Exercise description — Output the data below exactly, images excluded.

Data —
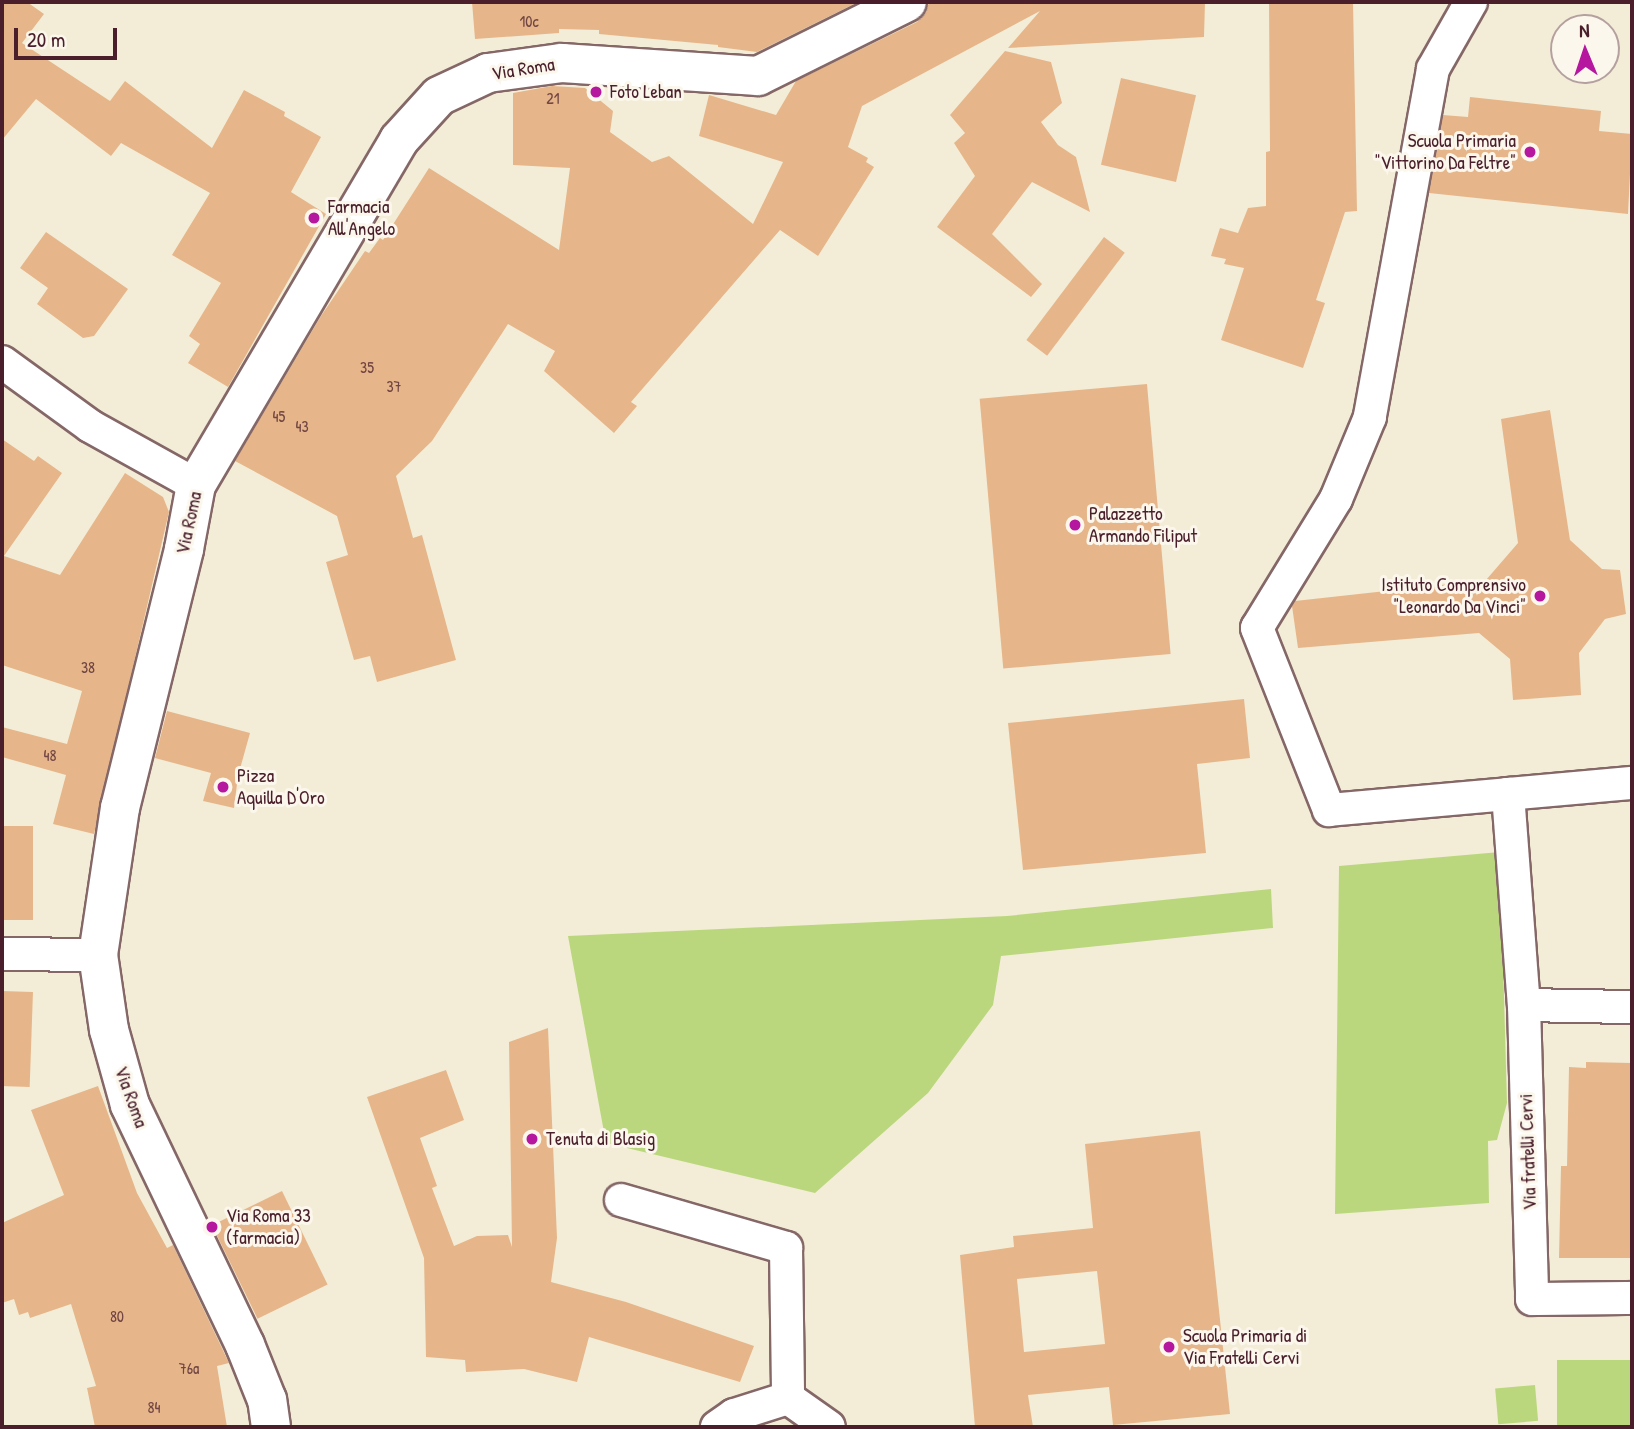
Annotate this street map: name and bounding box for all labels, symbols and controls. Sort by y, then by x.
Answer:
house number: 10c [519,11,539,31]
scale bar [18,14,121,58]
north arrow [1550,14,1620,84]
text: N [1579,17,1590,43]
text: 20 m [27,25,65,54]
street label: Via Roma [490,53,556,85]
place label: Foto Leban [610,81,682,103]
marker: Foto Leban [588,84,604,100]
house number: 21 [546,88,560,108]
place label: Scuola Primaria "Vittorino Da Feltre" [1375,130,1516,174]
marker: Scuola Primaria "Vittorino Da Feltre" [1522,144,1538,160]
place label: Farmacia All'Angelo [328,196,395,240]
marker: Farmacia All'Angelo [306,210,322,226]
house number: 35 [360,357,374,377]
house number: 37 [386,376,402,396]
house number: 45 [273,406,285,426]
house number: 43 [295,416,309,436]
street label: Via Roma [171,490,207,556]
place label: Palazzetto Armando Filiput [1089,503,1197,547]
marker: Palazzetto Armando Filiput [1067,517,1083,533]
place label: Istituto Comprensivo "Leonardo Da Vinci" [1381,574,1526,618]
marker: Istituto Comprensivo "Leonardo Da Vinci" [1532,588,1548,604]
house number: 38 [81,657,95,677]
house number: 48 [44,745,56,765]
place label: Pizza Aquilla D'Oro [237,765,325,809]
marker: Pizza Aquilla D'Oro [215,779,231,795]
street label: Via Roma [109,1063,153,1131]
street label: Via fratelli Cervi [1515,1093,1541,1211]
place label: Tenuta di Blasig [546,1128,655,1150]
marker: Tenuta di Blasig [524,1131,540,1147]
place label: Via Roma 33 (farmacia) [226,1205,311,1249]
marker: Via Roma 33 (farmacia) [204,1219,220,1235]
house number: 80 [110,1306,124,1326]
place label: Scuola Primaria di Via Fratelli Cervi [1183,1325,1307,1369]
marker: Scuola Primaria di Via Fratelli Cervi [1161,1339,1177,1355]
house number: 76a [179,1358,199,1378]
house number: 84 [148,1397,160,1417]

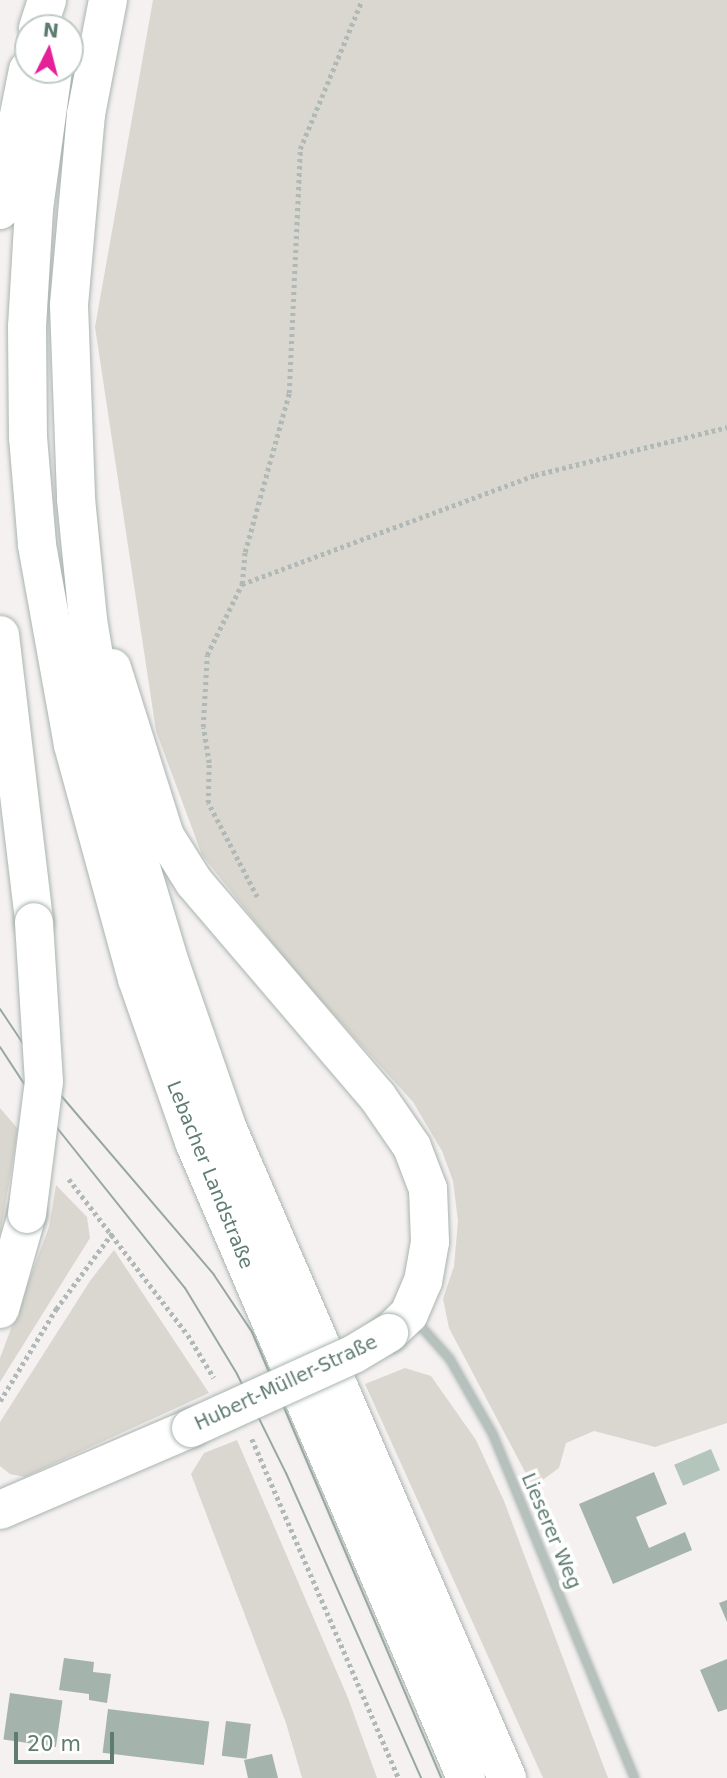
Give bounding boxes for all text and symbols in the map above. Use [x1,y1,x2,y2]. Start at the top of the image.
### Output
north arrow [14,14,84,84]
text: N [42,18,60,42]
street label: Lebacher Landstraße [162,1078,258,1272]
street label: Hubert-Müller-Straße [191,1331,381,1435]
street label: Lieserer Weg [516,1470,586,1592]
scale bar [18,1718,117,1762]
text: 20 m [27,1732,81,1756]

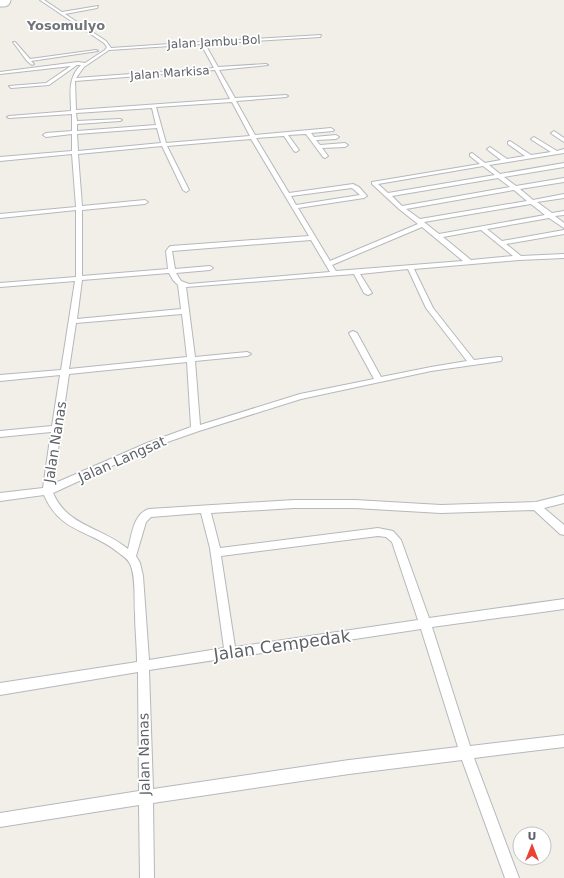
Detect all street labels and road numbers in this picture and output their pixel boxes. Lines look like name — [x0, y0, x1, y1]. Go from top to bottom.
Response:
street label: Jalan Jambu Bol — [166, 33, 261, 51]
street label: Jalan Markisa — [129, 63, 210, 83]
street label: Jalan Nanas — [41, 400, 69, 485]
street label: Jalan Langsat — [75, 432, 169, 486]
street label: Jalan Cempedak — [211, 625, 352, 665]
street label: Jalan Nanas — [135, 713, 153, 796]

Answer area —
Annotate this street map: name and bounding box for all labels, symbols and controls. Sort by y, then by x.
Answer:
house number: 10c [519,11,539,31]
scale bar [18,14,121,58]
north arrow [1550,14,1620,84]
text: N [1579,17,1590,43]
text: 20 m [27,25,65,54]
street label: Via Roma [490,53,556,85]
place label: Foto Leban [610,81,682,103]
marker: Foto Leban [588,84,604,100]
house number: 21 [546,88,560,108]
place label: Scuola Primaria "Vittorino Da Feltre" [1375,130,1516,174]
marker: Scuola Primaria "Vittorino Da Feltre" [1522,144,1538,160]
place label: Farmacia All'Angelo [328,196,395,240]
marker: Farmacia All'Angelo [306,210,322,226]
house number: 35 [360,357,374,377]
house number: 37 [386,376,402,396]
house number: 45 [273,406,285,426]
house number: 43 [295,416,309,436]
street label: Via Roma [171,490,207,556]
place label: Palazzetto Armando Filiput [1089,503,1197,547]
marker: Palazzetto Armando Filiput [1067,517,1083,533]
place label: Istituto Comprensivo "Leonardo Da Vinci" [1381,574,1526,618]
marker: Istituto Comprensivo "Leonardo Da Vinci" [1532,588,1548,604]
house number: 38 [81,657,95,677]
house number: 48 [44,745,56,765]
place label: Pizza Aquilla D'Oro [237,765,325,809]
marker: Pizza Aquilla D'Oro [215,779,231,795]
street label: Via Roma [109,1063,153,1131]
street label: Via fratelli Cervi [1515,1093,1541,1211]
place label: Tenuta di Blasig [546,1128,655,1150]
marker: Tenuta di Blasig [524,1131,540,1147]
place label: Via Roma 33 (farmacia) [226,1205,311,1249]
marker: Via Roma 33 (farmacia) [204,1219,220,1235]
house number: 80 [110,1306,124,1326]
place label: Scuola Primaria di Via Fratelli Cervi [1183,1325,1307,1369]
marker: Scuola Primaria di Via Fratelli Cervi [1161,1339,1177,1355]
house number: 76a [179,1358,199,1378]
house number: 84 [148,1397,160,1417]

Give bounding boxes for all text and symbols in the map above. Use [x1,y1,x2,y2]. Start at the top of the image.
### Output
north arrow [14,14,84,84]
text: N [42,18,60,42]
street label: Lebacher Landstraße [162,1078,258,1272]
street label: Hubert-Müller-Straße [191,1331,381,1435]
street label: Lieserer Weg [516,1470,586,1592]
scale bar [18,1718,117,1762]
text: 20 m [27,1732,81,1756]

Detect all street labels and road numbers in this picture and output their pixel boxes. Lines look like name — [x0, y0, x1, y1]. Go from top to bottom.
Response:
street label: Jalan Jambu Bol — [166, 33, 261, 51]
street label: Jalan Markisa — [129, 63, 210, 83]
street label: Jalan Nanas — [41, 400, 69, 485]
street label: Jalan Langsat — [75, 432, 169, 486]
street label: Jalan Cempedak — [211, 625, 352, 665]
street label: Jalan Nanas — [135, 713, 153, 796]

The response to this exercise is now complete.